この男かたきを前にして、それはあまりにも非情が過ぎるのでは?』


 煙を振り払うように太刀が空を切る。

 その向こうに現れたのは、桜髪が目立つ長身の女性だった。


『分かっています。だから、妾がここに残ったのです』


 桜千の手の中で緋色に染まった刃が、妖しい光を放つ。

 かつてとは違う色合いのそれに、旭日の目が猫のように細められる。


『……妹たちの鱗を刀身に使ったのか』


 悪趣味な、と旭日が顔を顰めると、桜千の表情も苦痛に染まった。


『ああ、そうだ。これは貴方が殺した二人の妹の鱗だとも』


 刀の柄に握る手に力が籠る。

 ぐっと奥歯を噛み締めた音が、耳のすぐ裏で響いた。


『行くぞ!』


 叫ぶと同時に桜千は地を蹴った。

 ゴッ、と鈍い音の後に地面が抉られたかと思うと、拳一つ分の距離まで肉薄される。

 

 久しく感じたことのない肌を刺すような冷たい殺気に、知れず心が湧き立った。


『――《火輪ひのわ》!』


 飛び退けば、後ろにいる華月に攻撃が当たりかねない。

 瞬時にそう判断すると、旭日は己が眷属の名を紡いだ。


 不知火が橙色の炎を纏う。


 陽炎が二人の間を割いたかと思うと、不自然に揺れた熱気が形を帯びた。

 御簾面を付けた青年が、鋭い蹴りを放つ。


 あとは刀を振り下ろすだけ、と言わんばかりの体勢になっていた桜千が、それを避けられるはずもなく。

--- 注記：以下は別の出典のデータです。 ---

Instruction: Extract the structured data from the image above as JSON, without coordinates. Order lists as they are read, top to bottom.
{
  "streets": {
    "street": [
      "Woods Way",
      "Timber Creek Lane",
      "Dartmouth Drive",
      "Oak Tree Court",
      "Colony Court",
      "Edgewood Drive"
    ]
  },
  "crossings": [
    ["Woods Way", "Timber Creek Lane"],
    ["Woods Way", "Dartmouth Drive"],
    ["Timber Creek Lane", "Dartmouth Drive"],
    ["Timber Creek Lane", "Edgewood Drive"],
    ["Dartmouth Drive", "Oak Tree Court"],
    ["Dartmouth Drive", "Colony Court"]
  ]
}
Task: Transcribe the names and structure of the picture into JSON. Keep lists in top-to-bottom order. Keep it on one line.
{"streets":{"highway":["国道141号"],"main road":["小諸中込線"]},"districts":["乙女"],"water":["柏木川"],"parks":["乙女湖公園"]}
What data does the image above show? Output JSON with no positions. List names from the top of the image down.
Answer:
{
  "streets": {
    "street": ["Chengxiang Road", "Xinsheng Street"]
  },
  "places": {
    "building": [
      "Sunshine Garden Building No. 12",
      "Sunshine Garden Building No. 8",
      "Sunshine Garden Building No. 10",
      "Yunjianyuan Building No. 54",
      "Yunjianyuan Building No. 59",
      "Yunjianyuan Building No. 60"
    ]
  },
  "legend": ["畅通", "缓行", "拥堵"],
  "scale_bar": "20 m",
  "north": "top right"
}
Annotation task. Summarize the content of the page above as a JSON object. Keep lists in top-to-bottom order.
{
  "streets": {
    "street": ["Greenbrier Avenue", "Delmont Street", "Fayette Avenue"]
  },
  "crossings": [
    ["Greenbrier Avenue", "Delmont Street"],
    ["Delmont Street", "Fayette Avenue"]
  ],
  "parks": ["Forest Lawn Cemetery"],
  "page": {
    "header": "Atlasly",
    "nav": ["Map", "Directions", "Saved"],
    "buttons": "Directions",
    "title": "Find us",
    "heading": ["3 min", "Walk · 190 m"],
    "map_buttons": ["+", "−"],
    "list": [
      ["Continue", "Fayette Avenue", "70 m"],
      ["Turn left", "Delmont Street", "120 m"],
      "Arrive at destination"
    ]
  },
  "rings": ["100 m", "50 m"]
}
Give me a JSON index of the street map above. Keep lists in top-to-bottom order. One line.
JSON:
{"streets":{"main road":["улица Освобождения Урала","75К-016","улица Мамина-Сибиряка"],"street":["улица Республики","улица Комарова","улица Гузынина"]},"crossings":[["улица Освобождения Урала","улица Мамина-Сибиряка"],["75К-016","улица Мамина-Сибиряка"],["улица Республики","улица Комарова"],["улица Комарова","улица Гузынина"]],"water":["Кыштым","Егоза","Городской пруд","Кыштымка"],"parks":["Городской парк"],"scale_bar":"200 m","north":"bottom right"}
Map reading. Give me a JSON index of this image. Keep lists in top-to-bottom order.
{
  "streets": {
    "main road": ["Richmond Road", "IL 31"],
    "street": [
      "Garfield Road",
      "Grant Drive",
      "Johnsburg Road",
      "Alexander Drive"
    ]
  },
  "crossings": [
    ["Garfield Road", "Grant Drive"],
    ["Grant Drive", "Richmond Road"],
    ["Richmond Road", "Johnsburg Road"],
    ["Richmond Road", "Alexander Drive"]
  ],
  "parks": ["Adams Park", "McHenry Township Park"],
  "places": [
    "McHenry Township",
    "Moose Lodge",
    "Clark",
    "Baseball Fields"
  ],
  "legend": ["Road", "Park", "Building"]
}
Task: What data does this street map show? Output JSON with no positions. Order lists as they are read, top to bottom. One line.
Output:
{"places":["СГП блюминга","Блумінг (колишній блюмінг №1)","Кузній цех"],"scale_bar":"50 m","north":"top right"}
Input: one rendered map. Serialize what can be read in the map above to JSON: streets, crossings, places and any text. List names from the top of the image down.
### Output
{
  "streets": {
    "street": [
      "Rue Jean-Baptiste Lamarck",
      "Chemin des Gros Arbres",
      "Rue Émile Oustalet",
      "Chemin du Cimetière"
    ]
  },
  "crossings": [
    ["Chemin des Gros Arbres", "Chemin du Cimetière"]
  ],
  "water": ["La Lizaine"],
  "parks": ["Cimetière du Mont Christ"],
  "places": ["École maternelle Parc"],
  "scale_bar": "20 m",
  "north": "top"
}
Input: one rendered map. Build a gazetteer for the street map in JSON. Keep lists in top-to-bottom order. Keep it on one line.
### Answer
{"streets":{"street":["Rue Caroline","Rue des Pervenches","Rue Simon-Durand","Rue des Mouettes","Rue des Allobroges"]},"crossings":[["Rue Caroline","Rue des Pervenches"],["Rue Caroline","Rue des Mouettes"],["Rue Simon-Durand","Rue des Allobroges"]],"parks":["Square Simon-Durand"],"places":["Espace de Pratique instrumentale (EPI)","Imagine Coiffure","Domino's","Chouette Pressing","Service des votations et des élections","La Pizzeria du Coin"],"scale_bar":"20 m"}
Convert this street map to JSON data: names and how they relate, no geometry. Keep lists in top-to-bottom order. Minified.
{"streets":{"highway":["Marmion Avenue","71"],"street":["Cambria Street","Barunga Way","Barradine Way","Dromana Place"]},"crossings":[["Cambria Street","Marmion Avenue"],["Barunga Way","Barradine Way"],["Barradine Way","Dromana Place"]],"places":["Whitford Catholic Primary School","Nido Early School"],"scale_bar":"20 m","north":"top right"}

 火輪の蹴りは見事に彼女を捉え、長身の身体を軽々と吹き飛ばしてしまった。


『我が君、お怪我は?』

『ない。よくやった』


 自身の足元に跪いた火輪の頭を乱雑に撫でてやると、旭日は不知火を振るった。

 民家の壁へとめり込んだ桜千の身体に、不知火を巻き付ける。

 軽く力を込めただけで、白い肌に赤が滲んだ。

 喉奥から愉悦の笑いが溢れるのを抑えられない。


『くくっ! 威勢だけは、昔から変わらんなァ! どうした! 以前より、手応えがないぞ!』


 楽しそうな番の姿に、華月は頭を抱えた。

 旭日のこんな姿、とてもではないが桔梗には見せられない。


 ふう、と紅顔から漏らされたため息に、旭日が耳聡く気が付く。


『お前も混ざるか?』


 翡翠の眼が爛々と物騒な輝きを放っている。


『……混ざりません。いい加減、解放してあげてください。彼女、怪我をしているんですよ?』


 うっかり可愛いと思ってしまったのを悟られたくなくて、華月は明後日の方向に視線を遣りながら、旭日に苦言を呈した。

 その言葉に、旭日が不知火を軽く持ち上げる。


 火輪が放ったのは虚仮脅しのような軽い蹴りだ。

 それを避けられなかった時点でどこか妙だとは思っていたが、成程。手負であったらしい。

 鼻を衝く鉄錆に似た独特の匂いに、旭日の眉間に深い皺が刻まれる。


『手負で我を挑発するとは、相変わらず無謀な女だ』


 ふん、と鼻を鳴らしたかと思うと、旭日は桜千の身体を華月に放り投げた。


『旭日!』


 唇を尖らせた華月が、慌てて桜千の身体を抱き留める。

 旭日が付けた傷だけの所為ではない。

 咽せ返るような血の臭いに、今度は華月の眉間に皺が刻まれる番だった。


『酷い。誰が、こんな……』

『姉様!』


 華月の言葉を遮るように、凛とした声が響いた。

 桜千と同じ桜色の髪を振り乱した桜花が、呼吸も整える間も惜しいと言わんばかりの勢いで華月へ近付く。


『…………おう、か?』

『はい』

『すっかり、見違えたな』

『姉様、私、』

『良い。元気なら、それで』


 桜千の腕が、自身を覗き込んで微動だにしない妹の頬に伸ばされる。

 桜花は奥歯をきつく食いしばった。

 それでも、はらはらと零れ落ちる涙を止めることは出来ず、顎を伝った雫が桜千の手を濡らす。


 そんな彼女たちを旭日は黙って見つめていた。